>>

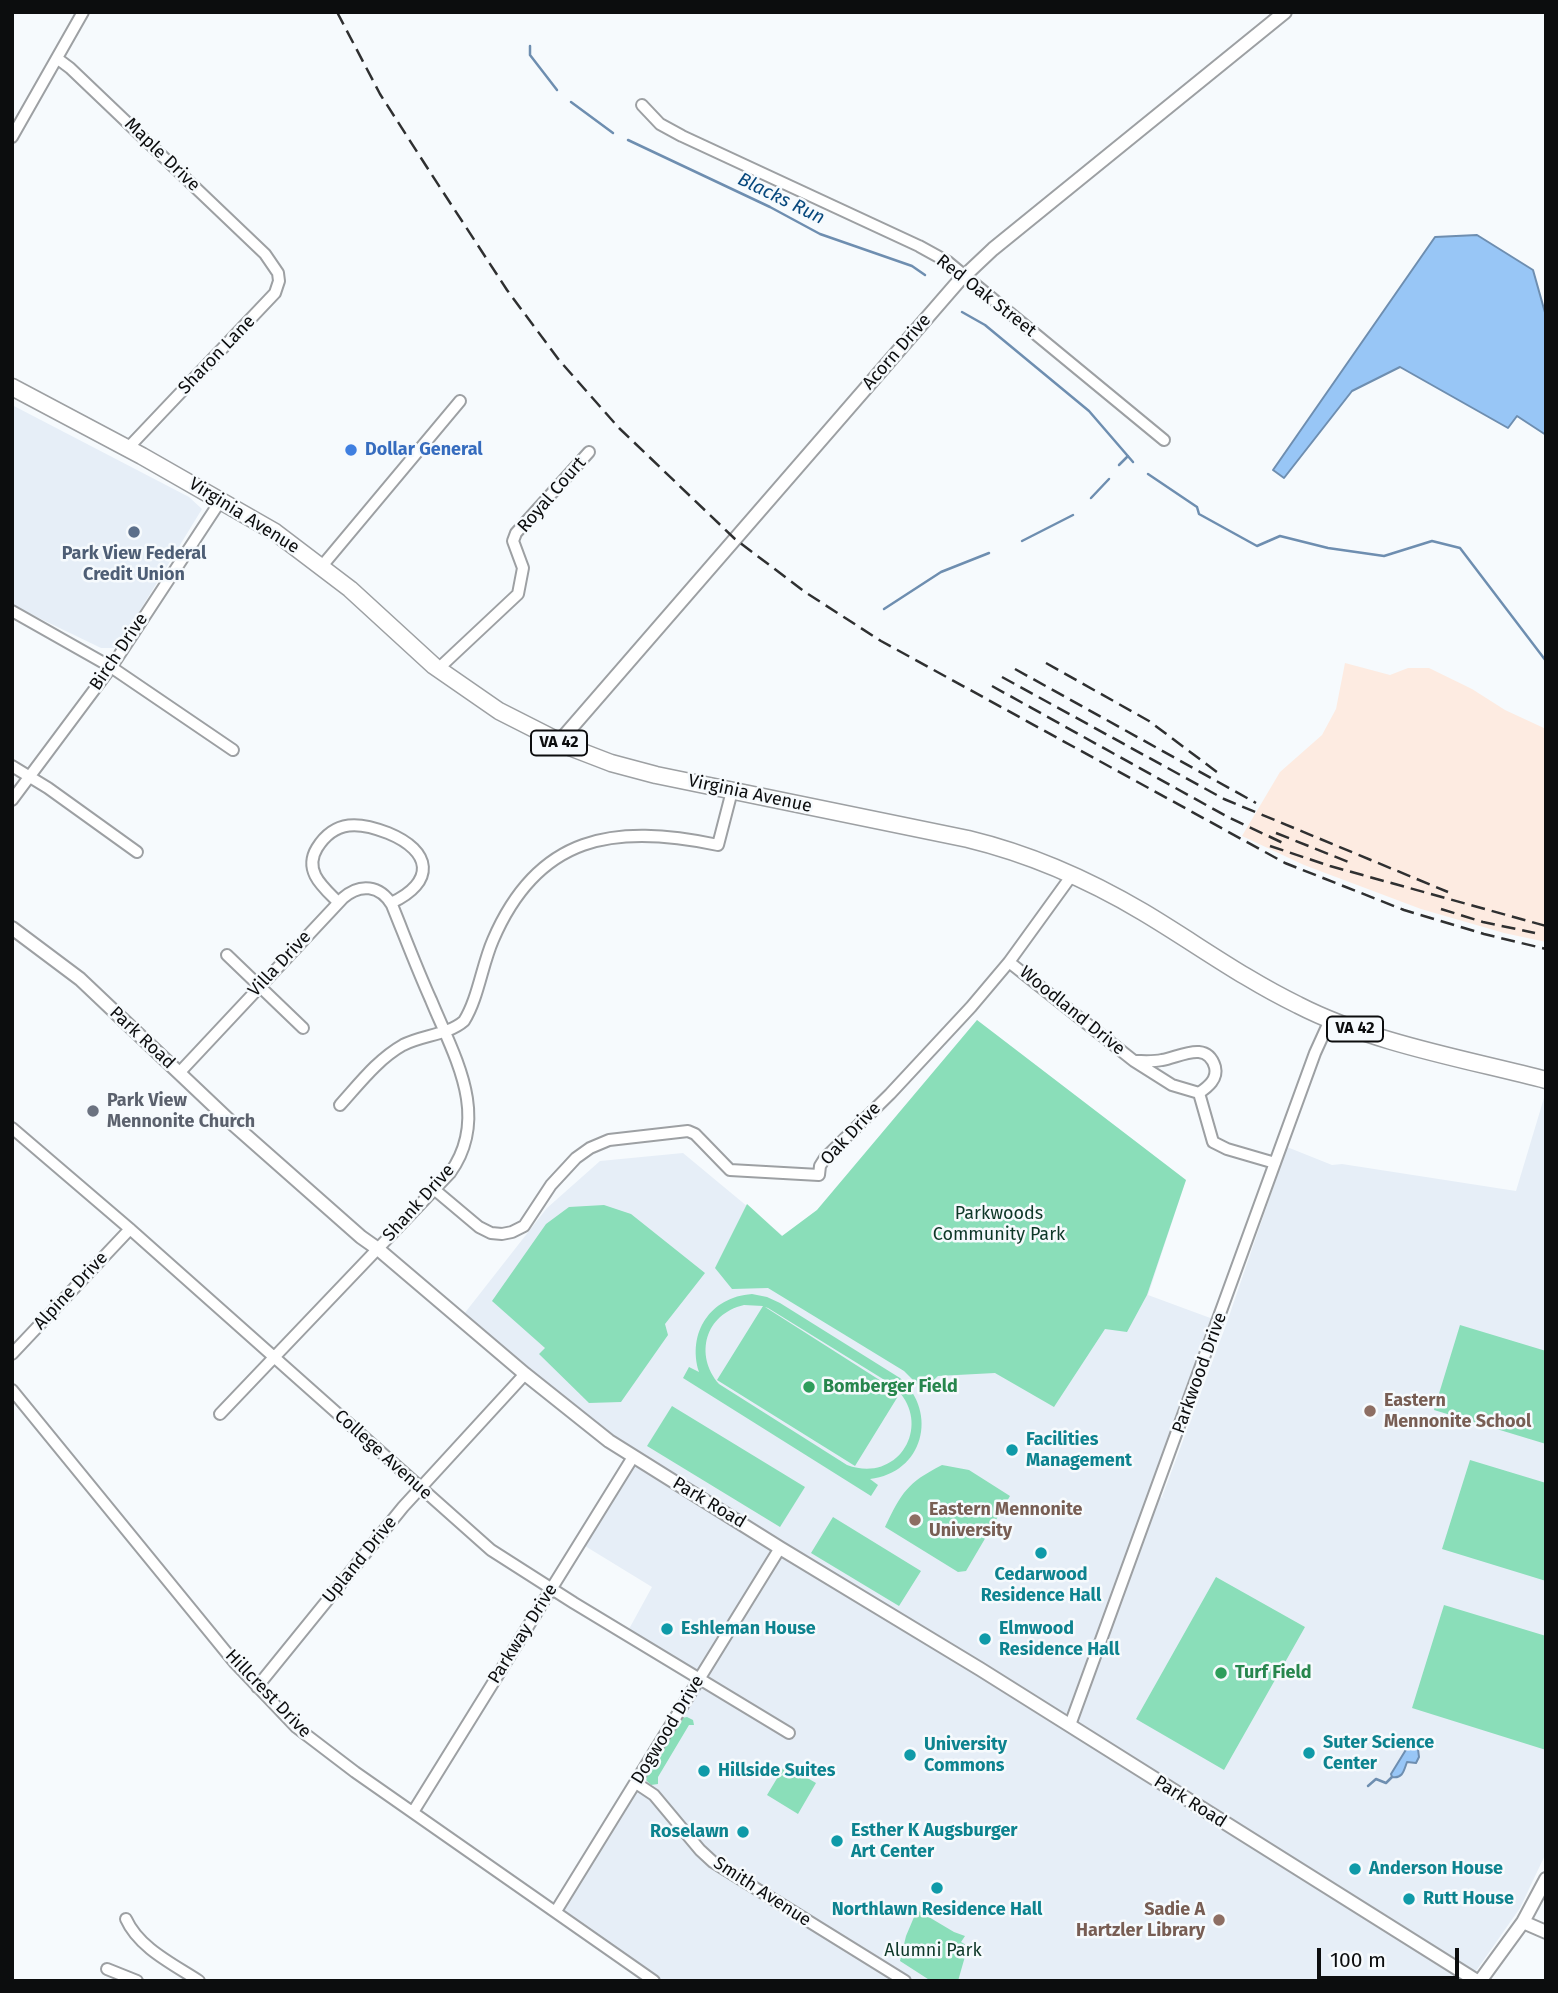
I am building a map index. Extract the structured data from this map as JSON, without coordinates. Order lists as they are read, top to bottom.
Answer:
{
  "streets": {
    "main road": ["Virginia Avenue", "VA 42"],
    "street": [
      "Maple Drive",
      "Red Oak Street",
      "Acorn Drive",
      "Sharon Lane",
      "Royal Court",
      "Birch Drive",
      "Villa Drive",
      "Woodland Drive",
      "Park Road",
      "Oak Drive",
      "Shank Drive",
      "Alpine Drive",
      "Parkwood Drive",
      "College Avenue",
      "Upland Drive",
      "Parkway Drive",
      "Hillcrest Drive",
      "Dogwood Drive",
      "Smith Avenue"
    ]
  },
  "crossings": [
    ["Maple Drive", "Sharon Lane"],
    ["Red Oak Street", "Acorn Drive"],
    ["Acorn Drive", "Virginia Avenue"],
    ["Sharon Lane", "Virginia Avenue"],
    ["Royal Court", "Virginia Avenue"],
    ["Virginia Avenue", "Birch Drive"],
    ["Virginia Avenue", "Oak Drive"],
    ["Virginia Avenue", "Parkwood Drive"],
    ["Villa Drive", "Park Road"],
    ["Villa Drive", "Shank Drive"],
    ["Woodland Drive", "Oak Drive"],
    ["Park Road", "Shank Drive"],
    ["Park Road", "Parkwood Drive"],
    ["Park Road", "Upland Drive"],
    ["Park Road", "Parkway Drive"],
    ["Park Road", "Dogwood Drive"],
    ["Oak Drive", "Shank Drive"],
    ["Shank Drive", "College Avenue"],
    ["Alpine Drive", "College Avenue"],
    ["College Avenue", "Upland Drive"],
    ["College Avenue", "Parkway Drive"],
    ["College Avenue", "Dogwood Drive"],
    ["Upland Drive", "Hillcrest Drive"],
    ["Parkway Drive", "Hillcrest Drive"],
    ["Hillcrest Drive", "Dogwood Drive"],
    ["Dogwood Drive", "Smith Avenue"]
  ],
  "water": ["Blacks Run"],
  "parks": ["Parkwoods Community Park", "Alumni Park"],
  "places": [
    "Dollar General",
    "Park View Federal Credit Union",
    "Park View Mennonite Church",
    "Bomberger Field",
    "Eastern Mennonite School",
    "Facilities Management",
    "Eastern Mennonite University",
    "Cedarwood Residence Hall",
    "Eshleman House",
    "Elmwood Residence Hall",
    "Turf Field",
    "Suter Science Center",
    "University Commons",
    "Hillside Suites",
    "Roselawn",
    "Esther K Augsburger Art Center",
    "Anderson House",
    "Northlawn Residence Hall",
    "Rutt House",
    "Sadie A Hartzler Library"
  ],
  "scale_bar": "100 m"
}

<<

- EXERCISE
Within the records, count the lines that include the word "Birch". Answer with the number only.

- SOLUTION FOR THIS TASK
2